The differential diagnosis for crusted scabies includes psoriasis, eczema, cutaneous lymphoma, Darier disease, and adverse drug reactions.⁹ Crusted scabies can be differentiated from these other diagnoses by its clinical presentation and histopathological examination.

Crusted scabies is characterized by hyperkeratosis and wart-like crusts that are due to extreme proliferation of mites in the stratum corneum of the epidermis.² Lesions are usually localized on acral sites (especially the hands), although the entire body, including the face and the scalp, can be involved.¹ Psoriasiform or bullous pemphigoid-like eruptions have also been reported in the literature.^5,9

Our patient presented with widespread erythema and psoriasiform grey-white crusts on her scalp, face, chest, periareolar region, and extremities. In addition, she did not have an immunosuppressant disease or medication history.

However, the fact that our patient was using topical corticosteroids for so long explained the extent of her condition. Topical corticosteroids have been linked to scabies incognito.¹⁰ Topical or systemic corticosteroid use for long periods of time may alter the skin immune system by suppressing cellular immunity, thereby reducing the inflammatory response.

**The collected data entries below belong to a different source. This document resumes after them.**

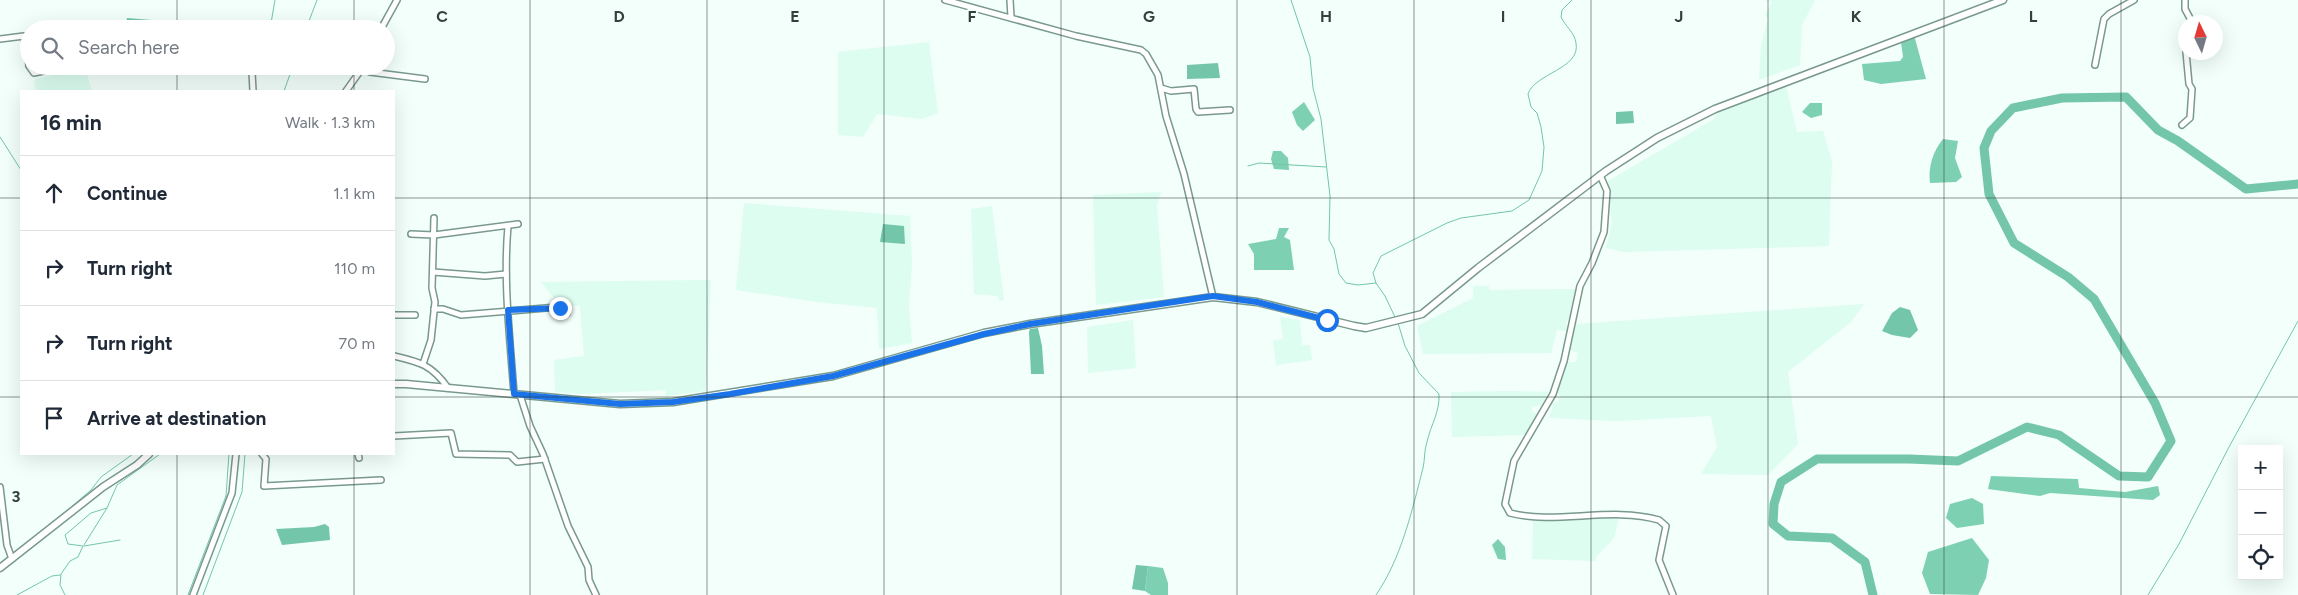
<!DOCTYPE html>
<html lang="en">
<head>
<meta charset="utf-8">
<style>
  :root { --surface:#fff; --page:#f6f6f7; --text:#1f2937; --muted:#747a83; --line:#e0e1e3 }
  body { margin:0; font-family:Figtree,sans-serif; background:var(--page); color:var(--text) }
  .controls { position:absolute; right:15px; bottom:15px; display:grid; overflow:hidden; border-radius:0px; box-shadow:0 5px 20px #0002 }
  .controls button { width:45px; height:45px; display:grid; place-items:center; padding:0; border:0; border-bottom:1px solid var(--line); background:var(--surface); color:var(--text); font:25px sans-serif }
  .compass { position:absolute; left:2178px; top:15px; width:45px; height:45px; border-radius:50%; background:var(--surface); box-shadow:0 5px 20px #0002; rotate:355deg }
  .stop { position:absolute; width:15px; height:15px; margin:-11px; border:4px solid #1a73e8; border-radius:50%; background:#fff }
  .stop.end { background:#1a73e8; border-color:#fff; box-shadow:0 1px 5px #0008 }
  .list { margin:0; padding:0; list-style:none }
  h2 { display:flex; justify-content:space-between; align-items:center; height:65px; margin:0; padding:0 20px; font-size:21px }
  h2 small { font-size:16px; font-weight:400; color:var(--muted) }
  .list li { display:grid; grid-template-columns:32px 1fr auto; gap:15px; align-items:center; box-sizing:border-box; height:75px; padding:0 20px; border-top:1px solid var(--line) }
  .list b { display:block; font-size:19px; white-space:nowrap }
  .list em { font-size:16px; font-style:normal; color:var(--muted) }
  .icon { flex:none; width:28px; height:28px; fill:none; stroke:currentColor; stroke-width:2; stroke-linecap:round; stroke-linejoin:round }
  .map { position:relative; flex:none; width:2298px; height:595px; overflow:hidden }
  .search { position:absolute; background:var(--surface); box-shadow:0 5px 20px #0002; left:20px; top:20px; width:375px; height:55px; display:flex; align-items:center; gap:12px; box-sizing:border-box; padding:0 18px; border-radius:28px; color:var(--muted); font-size:19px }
  .panel { position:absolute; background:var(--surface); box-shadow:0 5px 20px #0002; left:20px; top:90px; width:375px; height:365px; border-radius:0px }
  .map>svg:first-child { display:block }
  .built { fill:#dcfdf0 }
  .forest { fill:#7ed0b3 }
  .water { fill:#74c6aa }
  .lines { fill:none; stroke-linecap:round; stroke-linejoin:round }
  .stream { stroke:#74c6aa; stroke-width:1 }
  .river { stroke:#74c6aa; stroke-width:9 }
  .minor-casing { stroke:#7a998d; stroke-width:8 }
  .major-casing { stroke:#7a998d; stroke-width:9 }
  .minor { stroke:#fff; stroke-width:5 }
  .major { stroke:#fff; stroke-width:6 }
  .route { stroke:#1a73e8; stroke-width:6 }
  .grid { fill:none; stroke:#33403b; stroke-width:1; stroke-opacity:0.55 }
  .grid-label { font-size:16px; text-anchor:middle; font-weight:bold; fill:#33403b; stroke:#f2fffa; stroke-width:4; stroke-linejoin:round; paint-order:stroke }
</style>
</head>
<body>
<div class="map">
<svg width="2298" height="595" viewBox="0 0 2298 595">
  <rect width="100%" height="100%" fill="#f2fffa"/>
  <g class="built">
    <path d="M1764,0h51l-13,25 -2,40 -41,15 2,-34 7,-27 -3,-4 7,-13z"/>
    <path d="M929,42l9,71 -16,6 -45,-5 -14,23 -25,-2v-83z"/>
    <path d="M85,67l7,24h-56l-2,-10 2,-2z"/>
    <path d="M1786,86l11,46 26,-1 9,30 -3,85 -205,6 -18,-4 6,-24 -4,-43 106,-62 3,-7z"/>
    <path d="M1161,192l-4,13 7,92 -68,8 -3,-110z"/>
    <path d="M744,203l166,13 2,49 -3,40 3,38 -33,6 -2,-41 -60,-6 -81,-12z"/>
    <path d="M992,206l12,94 -5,1 -1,-5 -24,-2 -3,-85z"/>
    <path d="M711,280l-5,111 -40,5 -1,-6 -82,4 -28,-2 -1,-32 30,-4 -4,-50 -21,-2 -18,-22z"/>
    <path d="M1473,286h16v4l88,-1 -4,27 -5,3 -2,5 2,7 -11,-1 -6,23 -128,1 -6,-28 56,-28z"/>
    <path d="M1864,304l-13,18 -63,50 10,72 -30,31 -67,-1 16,-27 -6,-31 -95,5 -67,-3 5,-16h4l2,-6 -3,-5 9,-29h10l2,-9 -9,-3 7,-26z"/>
    <path d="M1280,317l20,3 2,25h8l2,15 -36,5 -3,-24 10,-2z"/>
    <path d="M1133,320l3,48 -48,5 -1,-46z"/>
    <path d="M1512,391l36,1 -6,13 -10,2v4l5,3 -11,21 -74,2 -1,-45z"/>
    <path d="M1581,517l38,1 -5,20 -18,19v4l-64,-2 1,-39z"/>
  </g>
  <g class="forest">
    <path d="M1914,35l12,44 -45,5 -17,-4 -2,-16 38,-3 3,-4 -2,-15z"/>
    <path d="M1304,102l11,18 -12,11 -6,-6 -5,-13z"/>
    <path d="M1810,103h12v12l-11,3 -9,-6z"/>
    <path d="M1943,139l15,2 -3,17 7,19 -6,5 -26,1c-2,-16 3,-32 13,-44z"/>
    <path d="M1273,151h8l7,7 1,12 -15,-1 -3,-10z"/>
    <path d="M1279,228h10l-5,9 6,3 4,30h-40v-16l-6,-10 28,-5z"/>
    <path d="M1991,476l87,3 1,9 46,4 33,-6 2,9 -7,5 -103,-7 -10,3 -52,-7z"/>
    <path d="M1972,498l11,6 1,20 -27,4 -11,-10 4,-14z"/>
    <path d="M1972,538l17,22 -3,18 -8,17 -48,-1 -8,-21 6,-21z"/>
    <path d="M1498,539l7,8 1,13 -8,-1 -6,-14z"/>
    <path d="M1148,566l15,2 5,15v12h-17l-6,-4z"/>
  </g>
  <g class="water">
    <path d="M127,18l37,3 -2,8h-37z"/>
    <path d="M1218,63l2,15 -33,1v-14z"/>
    <path d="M1633,111l1,12 -18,1v-12z"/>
    <path d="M883,224l21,2 1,18 -25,-2z"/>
    <path d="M1900,307l10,3 8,20 -8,8 -18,-3 -10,-4 10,-18z"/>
    <path d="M1038,328l4,18 2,28h-13l-2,-42 1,-3z"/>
    <path d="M325,524l4,3 1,13 -48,5 -6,-16 38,-2z"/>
    <path d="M1136,565l12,1 -3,25 -13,-2z"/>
  </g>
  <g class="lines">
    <g class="stream">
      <path d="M1291,0l19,57 3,31 8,31 9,77 -1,44 5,9 5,25 7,9 12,2 18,-2 9,13 10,21"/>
      <path d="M270,29l5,-29"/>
      <path d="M306,29l11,-29"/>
      <path d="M284,91l9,-25"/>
      <path d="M0,137l21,33"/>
      <path d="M1248,166l11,-3 67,4"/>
      <path d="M1376,283l-3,-10 8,-17 66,-33 14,-5 51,-7 17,-11 13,-29 2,-24 -3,-20 -4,-14 -6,-6 -3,-13c7,-21 53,-25 48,-51 -1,-10 -11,-17 -15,-26l1,-7 10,-10"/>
      <path d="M84,545l23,-37"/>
      <path d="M84,546l36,-6"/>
      <path d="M14,553l56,-45 21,-18 10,-13 32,-23"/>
      <path d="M17,595l35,-19 8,-1"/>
      <path d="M65,595l-5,-10 1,-11 9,-13 8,-4 5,-11 -15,-2 -3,-9 26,-22 16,-5 10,-23 43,-31"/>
      <path d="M188,595l38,-99 3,-42"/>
      <path d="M203,595l39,-103 3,-38"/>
      <path d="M1376,595c25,-36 36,-84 47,-127 2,-8 1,-18 4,-26 4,-18 13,-30 12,-48l-20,-21 -14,-27 -7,-23"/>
      <path d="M2148,595l31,-51 50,-97 69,-126"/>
    </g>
    <path class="river" d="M1873,595l-8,-33 -33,-24 -44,-2 -15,-12 1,-20 7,-22 36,-23h92l49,2 69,-34 32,8 60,41 29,1 23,-36 -16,-38 -61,-104 -26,-22 -54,-34 -25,-49 -5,-46 7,-17 22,-23 49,-10 64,-1 32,33 20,11 68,48 52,-5"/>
    <g class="minor-casing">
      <g id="minor">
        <path d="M945,0l131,36 65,14 5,4 12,21 8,41 18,58 29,123"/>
        <path d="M1010,0l1,17"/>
        <path d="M2185,0v9l7,13"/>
        <path d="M381,29l16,-29"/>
        <path d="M0,39l24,-3 5,29"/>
        <path d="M2095,65l9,-46 5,-5 25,-14"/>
        <path d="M29,66l5,7 33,-7"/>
        <path d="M246,66l6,6 1,19"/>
        <path d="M362,69l8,3 55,7"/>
        <path d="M1161,88l10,3 23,-2 2,20 2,3 32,-2"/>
        <path d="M346,91l17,-24"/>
        <path d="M2182,125l8,-7 2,-29 -3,-5 -3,-32"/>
        <path d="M1600,175l7,16 -3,41 -12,31 -12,23 -16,75 -11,33 -39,67 -9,43 5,9c46,12 101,-7 149,7l7,6 -7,34 14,35"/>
        <path d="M508,226c-5,56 2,112 6,168"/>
        <path d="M411,234l23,1 84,-11"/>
        <path d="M433,272l52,4 21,-2"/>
        <path d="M434,309h9l18,6 97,-8 9,6"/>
        <path d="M394,315h21"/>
        <path d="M394,356c26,6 38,9 54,32"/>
        <path d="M423,364l8,-24 4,-38 -3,-14 2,-70"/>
        <path d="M520,395l10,31 13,28 25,72 20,41 1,13 7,15"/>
        <path d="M394,436l57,-3 5,21 54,1 7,7 28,-3"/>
        <path d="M262,454l4,5 -2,27 117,-6"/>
        <path d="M358,454l1,4"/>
        <path d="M0,487l7,58 5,14"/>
        <path d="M193,595l39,-102 4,-39"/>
      </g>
    </g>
    <g class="major-casing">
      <g id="major">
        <path d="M394,384h12l214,20 53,-2 160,-26 151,-43 46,-9 183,-27 44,5 97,24 12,2 56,-14 56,-46 128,-97 51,-33 58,-29 288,-109"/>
        <path d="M0,568l103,-81 34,-22 12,-11"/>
      </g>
    </g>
    <use href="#minor" class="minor"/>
    <use href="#major" class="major"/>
  </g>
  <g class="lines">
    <path class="route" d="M560,308l-52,2 6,84 106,10 53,-2 57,-8 103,-18 151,-42 46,-10 183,-28 44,6 70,18"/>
  </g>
  <path class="grid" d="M177,0v29M354,0v29M530,0v595M707,0v595M884,0v595M1061,0v595M1237,0v595M1414,0v595M1591,0v595M1768,0v595M1944,0v595M2121,0v595M177,66v25M354,66v25M0,198h21M394,198h1904M0,397h21M394,397h1904M177,454v141M354,454v141"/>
  <g class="grid-label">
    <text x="442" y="22">C</text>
    <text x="619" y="22">D</text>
    <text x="795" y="22">E</text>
    <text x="972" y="22">F</text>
    <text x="1149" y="22">G</text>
    <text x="1326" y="22">H</text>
    <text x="1503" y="22">I</text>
    <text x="1679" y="22">J</text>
    <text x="1856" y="22">K</text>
    <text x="2033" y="22">L</text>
    <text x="16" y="502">3</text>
  </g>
</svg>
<div class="controls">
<button>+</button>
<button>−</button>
<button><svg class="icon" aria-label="locate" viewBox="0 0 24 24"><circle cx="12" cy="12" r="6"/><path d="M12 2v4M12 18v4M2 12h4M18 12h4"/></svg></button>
</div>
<svg class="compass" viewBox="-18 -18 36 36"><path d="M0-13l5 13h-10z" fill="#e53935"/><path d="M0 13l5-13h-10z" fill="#747a83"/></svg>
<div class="stop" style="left:1327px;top:320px"></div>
<div class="stop end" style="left:560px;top:308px"></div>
<div class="search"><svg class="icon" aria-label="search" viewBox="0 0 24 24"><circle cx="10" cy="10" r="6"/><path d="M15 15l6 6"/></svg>Search here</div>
<section class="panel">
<h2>16 min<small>Walk · 1.3 km</small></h2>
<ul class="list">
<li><svg class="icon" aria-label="ahead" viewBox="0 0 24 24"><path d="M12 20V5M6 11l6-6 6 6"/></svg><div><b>Continue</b></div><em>1.1 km</em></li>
<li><svg class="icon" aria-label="right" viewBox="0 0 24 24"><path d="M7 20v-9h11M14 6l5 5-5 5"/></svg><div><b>Turn right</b></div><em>110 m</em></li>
<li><svg class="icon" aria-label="right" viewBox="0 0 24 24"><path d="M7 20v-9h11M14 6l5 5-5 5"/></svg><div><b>Turn right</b></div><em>70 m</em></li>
<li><svg class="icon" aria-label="arrive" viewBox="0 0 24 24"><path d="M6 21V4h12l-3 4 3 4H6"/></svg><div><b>Arrive at destination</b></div></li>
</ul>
</section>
</div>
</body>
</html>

This may lead to progression of the regular variant of scabies to crusted scabies, as our patient had.

Topical treatments, oral ivermectin proven to be effective

Topical keratolytics, permethrin 5%, lindane 1%, crotamiton 10%, sulfur ointment (5%-10%), malathion 0.5%, benzyl benzoate (10%-25%), oral ivermectin (2 doses of 200 mcg/kg/dose), and systemic antihistamines are appropriate therapies.³ While oral ivermectin is effective, it is not available in Turkey.

Because of our patient’s hepatic disorder, we opted for a topical, rather than a systemic, treatment and recommended repeated applications of topical permethrin. Repeated treatment with topical permethrin is often sufficient in patients who are unable to take systemic therapy. In fact, Binic et al⁴ reported a case in which an elderly patient with crusted scabies (who had previously been treated with systemic and topical corticosteroids) responded well to repeated topical treatment with lindane 1%, 25% benzyl benzoate, and 10% precipitated sulfur.

Our patient. We prescribed topical 5% permethrin lotion for our patient to apply to her entire body 4 times a week and advised her to wash her clothing and bed linens at 140° F. She was scheduled for biweekly check-ups. We also advised the patient’s family to use the same topical therapy 2 times per week because crusted scabies is highly contagious. One month later, our patient’s lesions had resolved (FIGURE 2).

THE TAKEAWAY

Early diagnosis and treatment of crusted scabies is important, both for the treatment of the patient and to stop the spread of the disease. Although rare, crusted scabies should be included in the differential diagnosis of long-term pruritic papulosquamous diseases, and the possibility of an atypical presentation in all patients should be considered—whether their immunity is compromised or not. Scabies should also be considered in patients with a positive family history of the disease and in those with chronic pruritus that is unresponsive to topical therapies.